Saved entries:
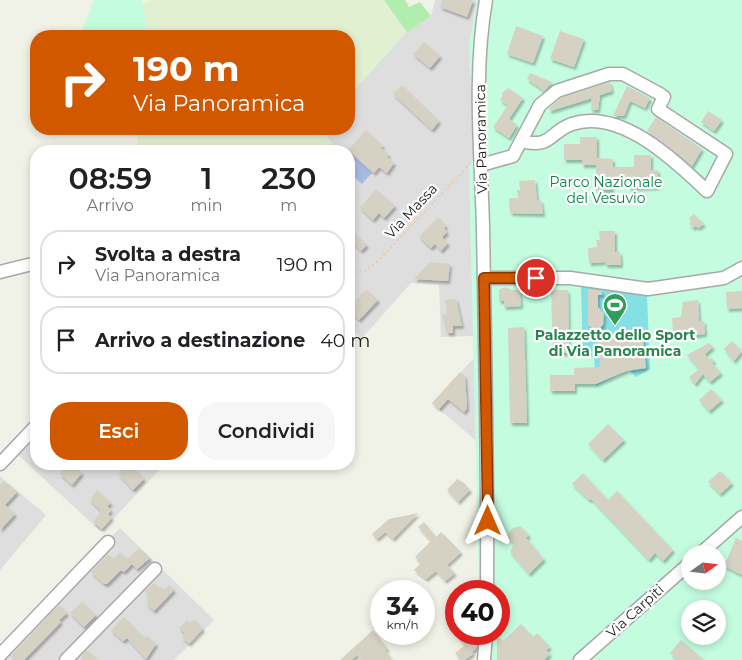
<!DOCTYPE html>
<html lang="it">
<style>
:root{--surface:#fff;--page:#f6f6f6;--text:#202124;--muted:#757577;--line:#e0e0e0;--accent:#d25800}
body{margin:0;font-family:Montserrat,sans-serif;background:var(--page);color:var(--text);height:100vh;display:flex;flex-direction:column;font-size:19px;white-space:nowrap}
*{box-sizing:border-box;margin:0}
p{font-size:16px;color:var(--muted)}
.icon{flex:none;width:28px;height:28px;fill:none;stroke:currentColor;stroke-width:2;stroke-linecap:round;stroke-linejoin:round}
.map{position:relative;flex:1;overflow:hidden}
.sheet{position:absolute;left:30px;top:145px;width:325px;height:325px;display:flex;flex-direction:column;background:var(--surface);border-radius:20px;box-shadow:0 2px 8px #0003}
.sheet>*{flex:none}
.guide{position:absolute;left:30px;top:30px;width:325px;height:105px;border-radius:20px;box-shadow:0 2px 8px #0003;background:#d25800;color:#fff;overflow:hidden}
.needle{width:32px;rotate:75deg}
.buttons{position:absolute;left:681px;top:545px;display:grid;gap:10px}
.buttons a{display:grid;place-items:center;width:45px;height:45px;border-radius:50%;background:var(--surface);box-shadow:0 2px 8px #0003;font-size:25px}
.speed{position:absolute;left:370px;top:580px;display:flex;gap:10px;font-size:25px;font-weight:700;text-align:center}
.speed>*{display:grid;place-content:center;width:65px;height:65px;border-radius:50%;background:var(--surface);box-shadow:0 2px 8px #0003;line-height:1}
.speed small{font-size:12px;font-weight:400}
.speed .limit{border:8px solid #d22;background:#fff;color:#111}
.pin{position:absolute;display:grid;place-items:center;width:42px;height:42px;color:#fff;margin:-21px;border:2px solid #fff;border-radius:50%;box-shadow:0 1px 5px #0007}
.me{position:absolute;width:55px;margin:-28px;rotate:0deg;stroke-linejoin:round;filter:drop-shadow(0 0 4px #0008)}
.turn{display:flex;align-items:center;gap:18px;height:105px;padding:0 20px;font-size:22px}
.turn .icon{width:65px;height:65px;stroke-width:2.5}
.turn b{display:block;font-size:35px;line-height:42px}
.eta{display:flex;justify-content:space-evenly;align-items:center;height:85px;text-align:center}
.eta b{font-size:30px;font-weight:600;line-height:35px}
.primary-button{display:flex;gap:10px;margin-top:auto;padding:10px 20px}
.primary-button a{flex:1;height:58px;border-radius:20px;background:var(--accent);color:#fff;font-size:20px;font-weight:600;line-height:58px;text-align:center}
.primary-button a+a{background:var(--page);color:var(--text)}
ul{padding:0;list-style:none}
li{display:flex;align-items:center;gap:15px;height:68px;margin:0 10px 8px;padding:0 10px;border:2px solid var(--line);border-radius:20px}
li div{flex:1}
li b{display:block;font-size:19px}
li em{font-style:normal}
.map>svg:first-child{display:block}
.residential{fill:#dfdede}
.farmland{fill:#e2f0d2}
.grass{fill:#b1edac}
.park{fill:#c4fce0;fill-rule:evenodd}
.pitch{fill:#83e0e3}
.water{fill:#a6bbe0}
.building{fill:#d5d2c4;filter:url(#shadow)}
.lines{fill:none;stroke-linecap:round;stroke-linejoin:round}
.minor-casing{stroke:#a8a8a8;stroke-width:15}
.path{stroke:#ffb86b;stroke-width:1;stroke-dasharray:2.5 2.5;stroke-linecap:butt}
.minor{stroke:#fff;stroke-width:12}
.route-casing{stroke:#883900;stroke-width:12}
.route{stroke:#d25800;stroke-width:9}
.labels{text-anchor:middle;stroke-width:4.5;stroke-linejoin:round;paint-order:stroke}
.street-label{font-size:14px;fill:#212121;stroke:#fff}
.park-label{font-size:14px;fill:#078647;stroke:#fff}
.leisure-label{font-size:14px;font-weight:bold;fill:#27864d;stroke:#fff}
</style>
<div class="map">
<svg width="742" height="660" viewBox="0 0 742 660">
<defs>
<filter id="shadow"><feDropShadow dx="2" dy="3" stdDeviation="1" flood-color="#0004"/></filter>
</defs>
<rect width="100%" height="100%" fill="#f1f2e7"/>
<g class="residential">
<polygon points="435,0 490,0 481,445 432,403 474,358 473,336 441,337 439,285 411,283 362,338 349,327 349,151 324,151 332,143 320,129 349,129 349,81 356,88 405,33 431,16"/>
<polygon points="36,430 36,464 165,464 101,532 15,452"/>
<polygon points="0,476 46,515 0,570"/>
<polygon points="120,528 214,620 174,660 0,660 0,650"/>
</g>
<g class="farmland">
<polygon points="150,0 384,0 407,32 356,88 349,81 349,36 148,36 142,5"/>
<polygon points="137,129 320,129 332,143 324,151 139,151"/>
</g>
<polygon class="grass" points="384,0 405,0 409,7 420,2 431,16 407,32"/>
<g class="park">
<polygon points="94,0 142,0 148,36 80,36"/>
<path d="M 477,0 L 742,0 L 742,660 L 479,660 L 479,634 L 499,634 L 499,591 L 479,591 L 469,167 L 474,157 L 469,44 ZM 690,554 L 718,554 L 718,581 L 690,581 ZM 690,609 L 718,609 L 718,636 L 690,636 Z"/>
</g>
<polygon class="pitch" points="581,284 647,295 650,369 636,377 629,370 626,371 596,386 594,357 583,357"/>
<polygon class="water" points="349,152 372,173 362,184 349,172"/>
<g class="building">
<polygon points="442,0 473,0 467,17 440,7"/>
<polygon points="516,26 543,36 533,63 507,54"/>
<polygon points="560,31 584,39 574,67 550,59"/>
<polygon points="424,42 440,56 430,68 413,54"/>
<polygon points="530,73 552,82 544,91 527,79"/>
<polygon points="610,82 612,91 600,95 598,110 591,110 592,98 550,111 549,108 561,98"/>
<polygon points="402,85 439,121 432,130 393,94"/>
<polygon points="627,86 650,98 645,108 630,101 624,116 613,116"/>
<polygon points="508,88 523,98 509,119 517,125 509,138 493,127 508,105 500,100 503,95 501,94"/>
<polygon points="708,111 722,120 714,131 701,122"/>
<polygon points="656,117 702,149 692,166 647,131"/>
<polygon points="366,130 383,146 381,148 389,155 387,157 394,163 387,173 379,167 374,173 348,150"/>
<polygon points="580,137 597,137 597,158 613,159 613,167 634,167 634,155 651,155 651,170 658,170 658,187 629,188 629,184 612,184 612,190 596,190 596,165 582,165 582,160 564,160 564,144 580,144"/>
<polygon points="535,180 537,201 541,200 543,214 510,213 509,198 518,198 517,190 520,190 519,181"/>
<polygon points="376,189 395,206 384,218 379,213 373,220 360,208"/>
<polygon points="694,214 704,224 698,228 696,226 693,228 689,223 691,221 689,218"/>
<polygon points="438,217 446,226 444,228 447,232 442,237 448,243 441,251 435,244 431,248 419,237"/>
<polygon points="349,228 367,245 361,251 349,239"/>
<polygon points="599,231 615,231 615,252 620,252 621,265 606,265 605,262 589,263 588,248 597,247 596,240 600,240"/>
<polygon points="430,262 450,264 448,281 414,279"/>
<polygon points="505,287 512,290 520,290 521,306 504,307 504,301 499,301 499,290"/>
<polygon points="366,289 378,300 359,320 349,310 349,307"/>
<polygon points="588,289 602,291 602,295 598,295 598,307 604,314 603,325 597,331 588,325"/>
<polygon points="551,290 568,290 569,353 553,353"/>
<polygon points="742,291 742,308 727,309 726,292"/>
<polygon points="456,299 462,326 453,326 453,333 447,333 442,315 447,314 445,300"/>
<polygon points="698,300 699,321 704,321 705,334 690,336 689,332 673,333 672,318 681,317 683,302"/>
<polygon points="524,327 527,423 510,423 508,328"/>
<polygon points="624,335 630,340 643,339 646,368 626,371 596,384 575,384 575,391 550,391 550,375 574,375 574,368 600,367 597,340"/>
<polygon points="732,341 742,351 734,361 724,349"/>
<polygon points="709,343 713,347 705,354 709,360 712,358 714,361 712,363 721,373 710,382 703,374 695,384 689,377 699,369 687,355"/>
<polygon points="460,372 465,376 467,408 464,412 448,399 439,409 432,403"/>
<polygon points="711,389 722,400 709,411 699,400"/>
<polygon points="608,424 624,440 603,460 588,444"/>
<polygon points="61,464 72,464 82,473 72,485 60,474 65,468"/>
<polygon points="127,464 131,465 144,479 133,490 119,475 121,468"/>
<polygon points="720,471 732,483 720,494 708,482"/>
<polygon points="583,473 608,500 617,491 673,550 663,561 655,553 649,560 591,499 589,500 572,484"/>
<polygon points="457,479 464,483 470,490 458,502 447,490"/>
<polygon points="4,481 17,492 5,505 15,514 0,530 0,485"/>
<polygon points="97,490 111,503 107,506 111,510 108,514 112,518 102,529 93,522 101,511 90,500"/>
<polygon points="418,513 393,539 385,532 377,539 372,534 389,519"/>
<polygon points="424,522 436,537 441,532 461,552 447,565 455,573 445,581 436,571 426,579 414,570 421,563 415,557 431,541 418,527"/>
<polygon points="520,526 529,535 526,538 544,559 529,574 510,552 514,544 506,536 513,528"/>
<polygon points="736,538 742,541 742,575 724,566"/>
<polygon points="139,548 150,558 137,569 132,564 124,572 121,570 107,584 104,584 91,572 108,554 113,559 120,552 127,559"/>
<polygon points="154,583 160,588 165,589 169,585 174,590 154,611 146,604 148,602 146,600 149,597 145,591"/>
<polygon points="82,602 96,615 84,627 70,613"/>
<polygon points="59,605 67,613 59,620 61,622 24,660 15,660 11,656"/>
<polygon points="124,617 144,638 147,635 156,644 146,659 127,638 123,641 111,630"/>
<polygon points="194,619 203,629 189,644 182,638 185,634 179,628 187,620 190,623"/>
<polygon points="521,624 533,637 537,633 550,647 546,650 550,654 544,660 497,660 497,636 503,641"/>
<polygon points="373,630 388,649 385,650 393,660 361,660 357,655 351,660 340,660"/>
<polygon points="455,634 470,634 477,642 477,647 472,652 473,654 464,660 461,660 455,653 465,645"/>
<polygon points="681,640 704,660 678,660 670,653"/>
<polygon points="87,650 98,660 82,660 81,657"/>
</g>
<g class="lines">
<g class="minor-casing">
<g id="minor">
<path d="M 486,0 C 473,74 481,152 483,227 C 485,348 488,470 487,591"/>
<path d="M 481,165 L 513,156 L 540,105 L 557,91 L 609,74 L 623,74 L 660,94 L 664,97 L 658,109 L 726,154 L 707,191 C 675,161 621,108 572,124 C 549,132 552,149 521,141"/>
<polyline points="0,272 36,263"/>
<polyline points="484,278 570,278 648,289 724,278 742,268"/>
<polyline points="0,464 36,426"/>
<polyline points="700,554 742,517"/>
<polyline points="0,655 108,542"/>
<polyline points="66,660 155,569"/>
<polyline points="484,660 486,634"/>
<polyline points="580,660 690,563"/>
</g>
</g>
<polyline class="path" points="349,272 363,272 378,261 470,164"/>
<use href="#minor" class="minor"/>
</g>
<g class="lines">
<g class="route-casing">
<polyline id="route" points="488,521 484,278 536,278"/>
</g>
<use href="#route" class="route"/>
</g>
<defs>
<g id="stadium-pin" transform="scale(1.25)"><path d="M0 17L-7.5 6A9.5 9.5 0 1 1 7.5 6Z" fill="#2e9e5b" stroke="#fff"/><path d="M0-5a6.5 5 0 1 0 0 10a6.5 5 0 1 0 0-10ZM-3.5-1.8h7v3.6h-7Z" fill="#fff"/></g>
</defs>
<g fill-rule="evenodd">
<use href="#stadium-pin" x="615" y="305"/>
</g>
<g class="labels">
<g class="street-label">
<text transform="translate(481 139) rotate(-91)" y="5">Via Panoramica</text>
<text transform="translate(411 211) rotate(-47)" y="5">Via Massa</text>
<text transform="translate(635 611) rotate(-42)" y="5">Via Carpiti</text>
</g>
<g class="park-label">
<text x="606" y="187">Parco Nazionale<tspan x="606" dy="16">del Vesuvio</tspan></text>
</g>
<g class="leisure-label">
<text x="615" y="340">Palazzetto dello Sport<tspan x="615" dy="16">di Via Panoramica</tspan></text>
</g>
</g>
</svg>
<div class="buttons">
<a><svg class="needle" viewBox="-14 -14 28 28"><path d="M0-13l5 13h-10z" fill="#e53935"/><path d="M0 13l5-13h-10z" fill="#757577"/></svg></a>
<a><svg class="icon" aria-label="layers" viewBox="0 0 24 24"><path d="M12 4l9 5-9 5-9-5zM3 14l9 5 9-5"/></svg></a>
</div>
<div class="speed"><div>34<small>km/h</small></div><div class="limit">40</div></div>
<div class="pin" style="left:536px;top:278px;background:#d93025"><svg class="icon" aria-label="arrive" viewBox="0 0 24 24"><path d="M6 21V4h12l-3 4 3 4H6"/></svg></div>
<svg class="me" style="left:488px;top:521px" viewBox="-20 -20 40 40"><path d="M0-17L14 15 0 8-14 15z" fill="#d25800" stroke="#fff" stroke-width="4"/></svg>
<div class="guide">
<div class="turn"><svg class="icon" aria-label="right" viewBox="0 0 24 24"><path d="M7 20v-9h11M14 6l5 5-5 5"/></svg><div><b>190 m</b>Via Panoramica</div></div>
</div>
<section class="sheet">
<div class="eta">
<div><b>08:59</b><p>Arrivo</p></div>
<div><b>1</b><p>min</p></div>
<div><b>230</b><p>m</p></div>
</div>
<ul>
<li><svg class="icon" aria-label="right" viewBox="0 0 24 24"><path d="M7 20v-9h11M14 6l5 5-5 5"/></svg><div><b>Svolta a destra</b><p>Via Panoramica</p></div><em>190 m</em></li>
<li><svg class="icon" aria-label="arrive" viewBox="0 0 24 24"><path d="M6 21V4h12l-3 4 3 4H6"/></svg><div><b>Arrivo a destinazione</b></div><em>40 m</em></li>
</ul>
<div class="primary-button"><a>Esci</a><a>Condividi</a></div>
</section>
</div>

* ASSIGNMENT: In the records above, some lines hold the word "none"; copy each such line.

* SOLUTION BELOW:
.icon{flex:none;width:28px;height:28px;fill:none;stroke:currentColor;stroke-width:2;stroke-linecap:round;stroke-linejoin:round}
.sheet>*{flex:none}
ul{padding:0;list-style:none}
.lines{fill:none;stroke-linecap:round;stroke-linejoin:round}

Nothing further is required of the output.